A case on appeal at the Fifth Circuit U.S. Court of Appeals pits the rights of a taxpaying property owner against a spider.
The Texas Public Policy Foundation (TPPF) is defending a Texas war veteran’s property rights from a federal law that could put the veteran in jail if any harm were to come to a spider that may or may not live on his property in Williamson County, north of Austin.
John Yearwood, a decorated Vietnam combat veteran, lives on Central Texas land that has belonged to his family since 1871. He, like any rural Texan with habitat of a protected species on their land, potentially faces thousands of dollars of fines and even jail time, unless he applies for a permit to use his own land – a requirement the TPPF argues is unconstitutional.
In March, the U.S. District Court for the Western District of Texas released an opinion in American Stewards of Liberty v. United States Fish and Wildlife Service (USFWS) in which it granted in part the TPPF’s claim.
“The ruling from the court was clear – the federal government violated the law by failing to adequately consider evidence that the Bone Cave harvestman spider is no longer endangered,” Robert Henneke, general counsel and director of the Center for the American Future at the TPPF, said in a statement. “The court agreed our client John Yearwood had a right to challenge the constitutionality of this federal action.”
The Bone Cave harvestman spider (BCH), an endangered species, is a small blind, orange spider that looks like a baby “daddy long-legs.” It lives in cracks in rocks and the only way to know which rock it inhabits is to dig up or break the rock, thereby destroying their habitat.
But it’s not just rocks or small limestone caves underground that are the issue. It’s also any “potential habitats” where the protected species might live.
Yearwood’s case is one of a federal government gone wild, TPPF claims, using a far-reaching interpretation of the U.S. Constitution’s Commerce Clause as a way to enforce the Endangered Species Act (ESA).
The USFWS, which enforces the ESA, required the Williamson County government to create “sanctuaries” for the spider and to keep on hand $20 million for protective measures. Since the 1990s, the county has created 11 sanctuaries for the spider.
Williamson County, where the Yearwood’s property is located, is believed to be the primary habitat of the protected spider.
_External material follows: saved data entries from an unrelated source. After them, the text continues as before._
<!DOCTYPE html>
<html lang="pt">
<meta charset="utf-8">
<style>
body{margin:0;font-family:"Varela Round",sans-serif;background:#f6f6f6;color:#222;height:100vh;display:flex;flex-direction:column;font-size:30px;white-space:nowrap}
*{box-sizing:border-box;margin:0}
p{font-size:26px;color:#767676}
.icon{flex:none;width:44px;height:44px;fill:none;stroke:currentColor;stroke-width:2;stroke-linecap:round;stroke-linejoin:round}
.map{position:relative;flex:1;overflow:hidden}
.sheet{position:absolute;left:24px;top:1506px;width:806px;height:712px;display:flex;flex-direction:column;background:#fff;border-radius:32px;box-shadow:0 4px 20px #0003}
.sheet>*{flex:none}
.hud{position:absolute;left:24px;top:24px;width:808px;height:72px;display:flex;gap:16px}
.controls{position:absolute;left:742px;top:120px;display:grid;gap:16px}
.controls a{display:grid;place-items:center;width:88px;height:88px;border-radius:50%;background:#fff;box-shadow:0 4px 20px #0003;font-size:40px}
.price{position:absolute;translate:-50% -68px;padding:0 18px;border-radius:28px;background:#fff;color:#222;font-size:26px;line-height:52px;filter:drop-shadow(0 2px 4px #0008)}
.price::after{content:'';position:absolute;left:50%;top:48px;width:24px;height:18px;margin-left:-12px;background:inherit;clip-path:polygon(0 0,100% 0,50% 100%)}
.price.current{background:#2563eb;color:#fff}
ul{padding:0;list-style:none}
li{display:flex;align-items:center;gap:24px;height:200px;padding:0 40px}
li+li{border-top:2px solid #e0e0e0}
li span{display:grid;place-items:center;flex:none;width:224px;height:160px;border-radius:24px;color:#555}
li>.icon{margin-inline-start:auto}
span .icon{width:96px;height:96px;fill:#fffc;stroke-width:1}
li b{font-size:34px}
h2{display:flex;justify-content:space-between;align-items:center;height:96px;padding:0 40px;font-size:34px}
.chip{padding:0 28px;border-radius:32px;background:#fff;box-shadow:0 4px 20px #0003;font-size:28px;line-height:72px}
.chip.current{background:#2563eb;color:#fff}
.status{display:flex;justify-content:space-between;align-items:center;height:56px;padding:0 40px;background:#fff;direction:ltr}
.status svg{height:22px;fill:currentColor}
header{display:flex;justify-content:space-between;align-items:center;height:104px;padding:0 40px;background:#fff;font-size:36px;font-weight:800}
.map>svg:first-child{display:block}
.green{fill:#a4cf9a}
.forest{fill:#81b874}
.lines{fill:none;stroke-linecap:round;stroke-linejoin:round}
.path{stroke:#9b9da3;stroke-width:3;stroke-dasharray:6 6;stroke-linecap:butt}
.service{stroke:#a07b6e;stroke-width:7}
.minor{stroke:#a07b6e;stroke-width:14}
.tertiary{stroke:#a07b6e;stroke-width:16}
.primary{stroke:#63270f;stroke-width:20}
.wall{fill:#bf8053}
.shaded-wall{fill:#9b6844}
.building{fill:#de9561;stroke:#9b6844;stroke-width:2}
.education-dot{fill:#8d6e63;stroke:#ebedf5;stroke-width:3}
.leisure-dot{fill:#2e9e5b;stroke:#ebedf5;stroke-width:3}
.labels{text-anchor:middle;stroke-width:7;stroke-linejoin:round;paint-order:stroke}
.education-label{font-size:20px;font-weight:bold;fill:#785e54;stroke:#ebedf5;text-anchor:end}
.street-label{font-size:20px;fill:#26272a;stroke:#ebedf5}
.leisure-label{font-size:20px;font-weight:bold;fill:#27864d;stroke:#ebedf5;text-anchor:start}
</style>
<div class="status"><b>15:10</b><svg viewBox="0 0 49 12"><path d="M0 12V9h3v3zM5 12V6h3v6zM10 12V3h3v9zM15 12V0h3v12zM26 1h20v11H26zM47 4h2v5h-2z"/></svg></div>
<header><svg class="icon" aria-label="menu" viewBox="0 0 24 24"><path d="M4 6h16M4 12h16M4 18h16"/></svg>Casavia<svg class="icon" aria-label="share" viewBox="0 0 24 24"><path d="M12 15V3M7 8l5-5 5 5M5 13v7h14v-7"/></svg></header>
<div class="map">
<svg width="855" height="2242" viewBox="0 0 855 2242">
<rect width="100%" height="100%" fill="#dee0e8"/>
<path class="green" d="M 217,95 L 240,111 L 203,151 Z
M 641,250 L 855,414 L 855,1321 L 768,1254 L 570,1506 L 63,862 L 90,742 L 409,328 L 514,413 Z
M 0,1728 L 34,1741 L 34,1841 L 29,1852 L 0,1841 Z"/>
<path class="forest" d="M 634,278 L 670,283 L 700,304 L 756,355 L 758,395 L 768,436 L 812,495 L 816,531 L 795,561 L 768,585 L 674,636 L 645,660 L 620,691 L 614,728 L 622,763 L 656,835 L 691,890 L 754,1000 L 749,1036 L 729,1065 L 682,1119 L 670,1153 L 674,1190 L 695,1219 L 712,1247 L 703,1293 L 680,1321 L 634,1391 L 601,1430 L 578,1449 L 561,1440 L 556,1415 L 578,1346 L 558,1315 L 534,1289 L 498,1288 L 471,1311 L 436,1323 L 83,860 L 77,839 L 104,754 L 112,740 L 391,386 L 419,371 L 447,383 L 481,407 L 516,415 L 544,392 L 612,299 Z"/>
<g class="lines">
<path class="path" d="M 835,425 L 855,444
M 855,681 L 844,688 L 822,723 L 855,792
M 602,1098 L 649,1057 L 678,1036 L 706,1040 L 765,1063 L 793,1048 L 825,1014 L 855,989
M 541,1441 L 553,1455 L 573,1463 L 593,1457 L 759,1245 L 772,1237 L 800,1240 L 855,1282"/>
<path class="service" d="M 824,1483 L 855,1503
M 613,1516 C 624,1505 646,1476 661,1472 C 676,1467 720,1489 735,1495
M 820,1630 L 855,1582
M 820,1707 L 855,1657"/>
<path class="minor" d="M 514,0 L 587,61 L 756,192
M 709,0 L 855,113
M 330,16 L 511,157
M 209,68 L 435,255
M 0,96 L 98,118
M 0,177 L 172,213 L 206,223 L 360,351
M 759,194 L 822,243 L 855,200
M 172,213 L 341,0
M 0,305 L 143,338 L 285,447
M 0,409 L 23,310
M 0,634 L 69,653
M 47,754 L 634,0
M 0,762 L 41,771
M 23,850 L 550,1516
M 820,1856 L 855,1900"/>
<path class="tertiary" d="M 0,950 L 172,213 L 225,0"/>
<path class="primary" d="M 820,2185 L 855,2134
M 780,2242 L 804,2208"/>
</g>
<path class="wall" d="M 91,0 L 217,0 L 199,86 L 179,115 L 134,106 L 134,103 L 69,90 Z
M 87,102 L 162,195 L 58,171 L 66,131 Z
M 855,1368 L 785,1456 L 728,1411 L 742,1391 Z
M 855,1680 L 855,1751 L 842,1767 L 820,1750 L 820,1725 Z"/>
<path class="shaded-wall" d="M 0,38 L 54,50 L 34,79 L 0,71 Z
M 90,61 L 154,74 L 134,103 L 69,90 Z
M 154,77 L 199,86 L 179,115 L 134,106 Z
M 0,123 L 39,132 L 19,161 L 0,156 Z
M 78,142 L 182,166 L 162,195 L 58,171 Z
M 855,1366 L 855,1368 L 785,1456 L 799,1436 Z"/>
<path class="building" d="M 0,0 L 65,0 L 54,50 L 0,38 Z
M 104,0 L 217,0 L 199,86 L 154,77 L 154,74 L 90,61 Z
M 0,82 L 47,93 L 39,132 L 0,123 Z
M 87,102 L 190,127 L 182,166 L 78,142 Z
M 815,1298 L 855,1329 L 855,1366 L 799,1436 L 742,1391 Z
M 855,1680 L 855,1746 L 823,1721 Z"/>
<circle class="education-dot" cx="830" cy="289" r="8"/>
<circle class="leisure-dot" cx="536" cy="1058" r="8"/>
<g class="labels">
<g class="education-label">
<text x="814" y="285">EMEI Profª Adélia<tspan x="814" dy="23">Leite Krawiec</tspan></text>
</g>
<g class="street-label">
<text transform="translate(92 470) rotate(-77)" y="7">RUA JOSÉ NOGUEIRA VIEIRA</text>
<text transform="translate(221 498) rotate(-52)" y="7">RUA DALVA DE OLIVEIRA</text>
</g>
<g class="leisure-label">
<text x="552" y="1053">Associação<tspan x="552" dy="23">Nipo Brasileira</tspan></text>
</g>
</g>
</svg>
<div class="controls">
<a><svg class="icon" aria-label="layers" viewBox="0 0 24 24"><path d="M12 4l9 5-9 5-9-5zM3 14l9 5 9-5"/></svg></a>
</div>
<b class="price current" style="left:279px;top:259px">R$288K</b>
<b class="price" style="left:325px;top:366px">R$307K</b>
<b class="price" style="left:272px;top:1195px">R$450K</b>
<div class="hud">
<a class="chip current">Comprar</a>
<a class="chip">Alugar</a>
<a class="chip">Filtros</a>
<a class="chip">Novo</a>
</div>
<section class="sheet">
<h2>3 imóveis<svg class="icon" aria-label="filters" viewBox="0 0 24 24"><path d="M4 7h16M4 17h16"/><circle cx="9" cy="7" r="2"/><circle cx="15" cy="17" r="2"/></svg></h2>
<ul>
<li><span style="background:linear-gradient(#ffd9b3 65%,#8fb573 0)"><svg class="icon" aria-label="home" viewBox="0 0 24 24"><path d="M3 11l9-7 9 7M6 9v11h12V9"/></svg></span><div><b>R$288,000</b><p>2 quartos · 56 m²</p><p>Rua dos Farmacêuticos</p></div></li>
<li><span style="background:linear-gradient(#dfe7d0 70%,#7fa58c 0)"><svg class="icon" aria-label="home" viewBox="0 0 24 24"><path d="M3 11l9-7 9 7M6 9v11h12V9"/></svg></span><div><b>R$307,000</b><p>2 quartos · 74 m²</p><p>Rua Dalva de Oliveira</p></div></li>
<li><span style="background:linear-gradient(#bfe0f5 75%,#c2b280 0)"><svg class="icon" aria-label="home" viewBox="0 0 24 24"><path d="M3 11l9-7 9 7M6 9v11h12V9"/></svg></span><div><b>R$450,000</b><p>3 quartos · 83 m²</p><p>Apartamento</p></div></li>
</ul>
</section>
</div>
The Yearwoods are actively involved in their community, having invited local 4-H clubs and church groups to camp on and use their land at no charge. But in order to do so, they must obtain mitigation permits from the USFWS, which could cost thousands of dollars. Not doing so could result in a $50,000 fine or one year of prison.
The federal agency has not contacted Yearwood about the spider, the TPPF told The Center Square.
TPPF is suing to challenge the ESA regulation of the spider as unconstitutional under the Commerce Clause.
The spider the ESA is mandating be protected has no commercial value and has never been in interstate commerce, TPPF argues. As a practical matter, it cannot exist outside the cracks in the rocks and underground caves in which it lives and as a result does not interact with other species that might also be deemed as participating in interstate commerce.
“The Constitution grants the federal government power to regulate interstate activities, not all activities,” Henneke told The Center Square. “Mr. Yearwood shouldn’t fear criminal penalties under the Endangered Species Act merely from the potential consequences of allowing kids to camp on his property. Yet, that is what the law says, and why we have sued to declare ESA regulation of intrastate activities unconstitutional.”
The TPPF created an awareness campaign, called, “Camping isn’t Commerce,” with a video and a petition for anyone to sign in support of the Yearwoods.